I like the idea of negative votes.
Mathematically it’s just scale, but psychologically very satisfying, might overcome some apathy.
The mechanics of the voting trouble me. They have to be simple and infallible, such that there’s no chance of someone accidentally scoring two people the same, or scoring them wrongly (for them). They have to be physical, to eliminate the possibility of electronic/digital systems being subverted — there’s a reason why the World still uses paper ballots … and it’s a good one.
I initially imagined a grid … candidates left-to-right, positive-to-negative from top-to-bottom — it’s intuitive. But how to prevent someone inadvertently scoring two candidates the same eludes me, so it clearly isn’t adequate.
Perhaps a better solution would be separate slots in a booth, ordered numerically and each voter has a card for each candidate, which they insert into their chosen slot — once inserted, the slot closes, so that duplicates are impossible.
Don’t know … needs work.
Also there’s the matter of illiteracy/innumeracy to consider: putting one, and only one, cross next to the picture of your one, and only one, chosen candidate ensures that nobody is disadvantaged … whereas my suggestion introduces a potential risk of the less cognitively adept being so.
Needs work.
It is still deckchair rearrangement though.
Yes … marshaling the human race to behave sensibly is like herding cats.
But I’m not convinced it will ever be otherwise, so I figure we just have to make the best of it that we can.
You sold me on the idea of party abolition a few years back. The objection most commonly raised is that it is a politico’s solution. We’re looking to remove tribalism from the system, but is that what attracts most people?
If they can’t define themselves as red or blue or whatever (maybe brexit has mixed that up a bit), would they care?
I guess the candidates would really have to work for it, make an impression, which is good
I don’t think it would eliminate tribalism entirely, no … people will still be subject to in-group peer-pressure and might very well still end up voting for that nice Mr. Disraeli, or that funny Boris Johnson (he’s such a card).

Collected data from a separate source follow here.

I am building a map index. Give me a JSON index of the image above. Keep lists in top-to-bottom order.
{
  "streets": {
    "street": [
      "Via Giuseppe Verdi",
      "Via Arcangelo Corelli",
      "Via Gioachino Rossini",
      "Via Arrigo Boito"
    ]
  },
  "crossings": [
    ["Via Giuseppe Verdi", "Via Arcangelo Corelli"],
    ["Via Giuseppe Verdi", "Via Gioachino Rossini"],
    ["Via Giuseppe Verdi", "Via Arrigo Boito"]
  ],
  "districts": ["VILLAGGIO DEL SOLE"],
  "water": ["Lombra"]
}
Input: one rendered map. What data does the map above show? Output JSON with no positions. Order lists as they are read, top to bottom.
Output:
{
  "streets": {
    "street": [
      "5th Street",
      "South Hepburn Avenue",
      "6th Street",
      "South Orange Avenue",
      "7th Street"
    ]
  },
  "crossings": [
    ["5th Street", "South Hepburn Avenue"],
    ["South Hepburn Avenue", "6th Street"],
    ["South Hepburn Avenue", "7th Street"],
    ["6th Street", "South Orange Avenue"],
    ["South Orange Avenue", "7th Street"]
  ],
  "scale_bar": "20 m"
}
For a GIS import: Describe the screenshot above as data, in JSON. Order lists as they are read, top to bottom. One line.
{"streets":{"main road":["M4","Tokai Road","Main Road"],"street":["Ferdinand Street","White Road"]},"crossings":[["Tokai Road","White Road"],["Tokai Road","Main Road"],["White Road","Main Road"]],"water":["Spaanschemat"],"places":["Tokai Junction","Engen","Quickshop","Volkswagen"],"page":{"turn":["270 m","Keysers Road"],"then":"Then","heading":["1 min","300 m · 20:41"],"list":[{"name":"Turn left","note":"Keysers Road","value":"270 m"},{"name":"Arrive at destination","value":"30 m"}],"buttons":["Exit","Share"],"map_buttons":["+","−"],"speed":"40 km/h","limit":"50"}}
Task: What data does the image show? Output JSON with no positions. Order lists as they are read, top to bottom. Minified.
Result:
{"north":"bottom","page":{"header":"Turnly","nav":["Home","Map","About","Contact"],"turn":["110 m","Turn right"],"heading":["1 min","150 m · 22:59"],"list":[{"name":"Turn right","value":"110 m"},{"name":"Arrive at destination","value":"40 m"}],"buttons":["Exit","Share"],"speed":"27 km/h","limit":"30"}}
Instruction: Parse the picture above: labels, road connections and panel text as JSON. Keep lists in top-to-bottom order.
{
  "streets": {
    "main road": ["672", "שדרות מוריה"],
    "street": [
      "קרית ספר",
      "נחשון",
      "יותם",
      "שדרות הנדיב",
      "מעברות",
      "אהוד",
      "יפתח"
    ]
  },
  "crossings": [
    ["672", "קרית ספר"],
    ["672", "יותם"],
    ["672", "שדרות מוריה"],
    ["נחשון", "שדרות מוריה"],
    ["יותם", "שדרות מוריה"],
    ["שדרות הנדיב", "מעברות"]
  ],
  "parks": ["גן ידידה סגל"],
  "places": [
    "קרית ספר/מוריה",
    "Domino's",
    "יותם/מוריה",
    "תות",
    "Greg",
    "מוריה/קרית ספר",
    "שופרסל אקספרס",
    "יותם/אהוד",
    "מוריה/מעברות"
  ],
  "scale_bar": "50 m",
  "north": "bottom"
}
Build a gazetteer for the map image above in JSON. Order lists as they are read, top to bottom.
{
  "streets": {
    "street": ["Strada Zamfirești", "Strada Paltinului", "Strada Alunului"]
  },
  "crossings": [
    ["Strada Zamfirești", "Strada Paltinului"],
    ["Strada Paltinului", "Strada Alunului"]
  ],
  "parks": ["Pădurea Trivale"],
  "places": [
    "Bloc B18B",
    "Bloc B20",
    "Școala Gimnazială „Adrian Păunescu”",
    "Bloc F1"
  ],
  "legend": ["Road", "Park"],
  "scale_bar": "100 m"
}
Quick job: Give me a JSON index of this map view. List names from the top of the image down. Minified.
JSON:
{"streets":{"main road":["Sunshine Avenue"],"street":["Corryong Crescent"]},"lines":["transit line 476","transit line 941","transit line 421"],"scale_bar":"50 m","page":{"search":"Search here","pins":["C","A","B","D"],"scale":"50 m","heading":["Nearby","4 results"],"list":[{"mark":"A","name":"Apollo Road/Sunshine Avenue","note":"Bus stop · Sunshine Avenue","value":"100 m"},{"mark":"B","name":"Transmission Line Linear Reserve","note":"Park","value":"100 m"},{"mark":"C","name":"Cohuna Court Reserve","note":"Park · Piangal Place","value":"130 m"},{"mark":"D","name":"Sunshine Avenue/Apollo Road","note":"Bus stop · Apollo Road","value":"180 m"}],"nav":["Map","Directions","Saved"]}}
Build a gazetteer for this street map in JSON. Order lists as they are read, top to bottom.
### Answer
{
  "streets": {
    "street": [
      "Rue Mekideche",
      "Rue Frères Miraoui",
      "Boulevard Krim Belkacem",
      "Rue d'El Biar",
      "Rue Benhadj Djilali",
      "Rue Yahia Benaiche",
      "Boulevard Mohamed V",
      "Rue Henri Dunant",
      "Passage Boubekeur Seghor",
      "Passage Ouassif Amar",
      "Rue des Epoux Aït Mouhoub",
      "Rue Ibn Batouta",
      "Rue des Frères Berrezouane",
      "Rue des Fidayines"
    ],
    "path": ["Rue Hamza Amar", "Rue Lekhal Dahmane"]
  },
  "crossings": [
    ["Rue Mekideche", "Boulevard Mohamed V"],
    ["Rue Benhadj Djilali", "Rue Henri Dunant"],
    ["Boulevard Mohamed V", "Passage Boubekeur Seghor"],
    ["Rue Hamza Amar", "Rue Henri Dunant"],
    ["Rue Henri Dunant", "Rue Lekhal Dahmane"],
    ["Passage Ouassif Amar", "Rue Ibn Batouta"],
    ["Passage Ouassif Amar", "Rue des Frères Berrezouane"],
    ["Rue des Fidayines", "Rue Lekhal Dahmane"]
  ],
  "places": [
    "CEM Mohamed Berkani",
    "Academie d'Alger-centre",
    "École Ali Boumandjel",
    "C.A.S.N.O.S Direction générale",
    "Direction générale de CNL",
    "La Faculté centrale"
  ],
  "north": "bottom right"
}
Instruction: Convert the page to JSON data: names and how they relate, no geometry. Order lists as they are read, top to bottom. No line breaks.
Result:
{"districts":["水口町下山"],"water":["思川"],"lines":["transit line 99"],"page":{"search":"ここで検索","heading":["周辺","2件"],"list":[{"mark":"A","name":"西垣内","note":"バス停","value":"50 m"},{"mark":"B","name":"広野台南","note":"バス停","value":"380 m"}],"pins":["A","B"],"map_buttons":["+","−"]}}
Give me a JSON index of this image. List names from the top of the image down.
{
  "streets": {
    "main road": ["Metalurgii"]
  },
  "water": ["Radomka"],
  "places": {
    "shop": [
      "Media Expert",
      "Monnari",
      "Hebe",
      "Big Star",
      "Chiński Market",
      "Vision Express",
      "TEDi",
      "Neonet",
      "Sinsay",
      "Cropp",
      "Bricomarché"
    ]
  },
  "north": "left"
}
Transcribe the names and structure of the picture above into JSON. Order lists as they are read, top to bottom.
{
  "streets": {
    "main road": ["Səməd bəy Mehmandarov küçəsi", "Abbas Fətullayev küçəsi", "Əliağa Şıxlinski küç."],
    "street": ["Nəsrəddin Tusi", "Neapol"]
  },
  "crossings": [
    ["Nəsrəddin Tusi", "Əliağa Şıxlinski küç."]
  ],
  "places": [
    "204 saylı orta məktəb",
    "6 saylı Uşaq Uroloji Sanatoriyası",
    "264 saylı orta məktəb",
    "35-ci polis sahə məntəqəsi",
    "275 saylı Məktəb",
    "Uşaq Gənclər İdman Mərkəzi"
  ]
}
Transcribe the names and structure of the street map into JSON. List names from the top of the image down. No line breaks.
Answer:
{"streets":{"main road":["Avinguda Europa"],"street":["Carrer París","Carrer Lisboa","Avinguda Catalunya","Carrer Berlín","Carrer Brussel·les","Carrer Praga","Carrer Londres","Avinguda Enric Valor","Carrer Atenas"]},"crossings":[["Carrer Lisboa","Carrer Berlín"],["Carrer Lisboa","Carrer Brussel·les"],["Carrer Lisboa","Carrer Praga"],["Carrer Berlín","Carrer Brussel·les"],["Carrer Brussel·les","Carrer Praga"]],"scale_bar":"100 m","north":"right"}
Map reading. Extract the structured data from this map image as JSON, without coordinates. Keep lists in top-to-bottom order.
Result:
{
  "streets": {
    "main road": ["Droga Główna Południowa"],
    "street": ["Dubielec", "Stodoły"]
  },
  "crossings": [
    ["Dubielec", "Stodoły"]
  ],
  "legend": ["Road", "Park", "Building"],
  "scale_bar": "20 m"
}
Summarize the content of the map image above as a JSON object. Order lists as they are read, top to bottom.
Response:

And I don’t, for a moment, allow myself to fantasise that, once elected, MPs wouldn’t form cliques — of course they would … that’s what political parties are.
There’ll still be those prone to graft, duplicity, blackmail, etc. … or even simply peer-pressure — if you’re the only holdout in a room of six hundred people booing and jeering, it’s hard to stand your ground, even if they aren’t part of some unofficial ‘gang’ (just like at school).
But, given the laws of Systemantics, I’m not deluded enough to think that a perfect system can be devised such that there are no unexpected outputs and am, instead, simply looking to limit the negative ones. And to that end, therefore, whilst cliques cannot be guaranteed to be eliminated, at least what I’m suggesting makes it impossible for someone else to decide how much power your chosen candidate wields — there’s no leader, so they can’t whip others into line … they can’t limit the power of MPs to griping on the back-benches and suggesting motions of no confidence, because they have no power to do so … they can’t determine the agenda, because they have no more power to do so than any other MP.
I’s not perfect, no … but that’s why I posted it, warts and all: the more people discuss it, the more potential problems can be spotted and the system designed to ameliorate them.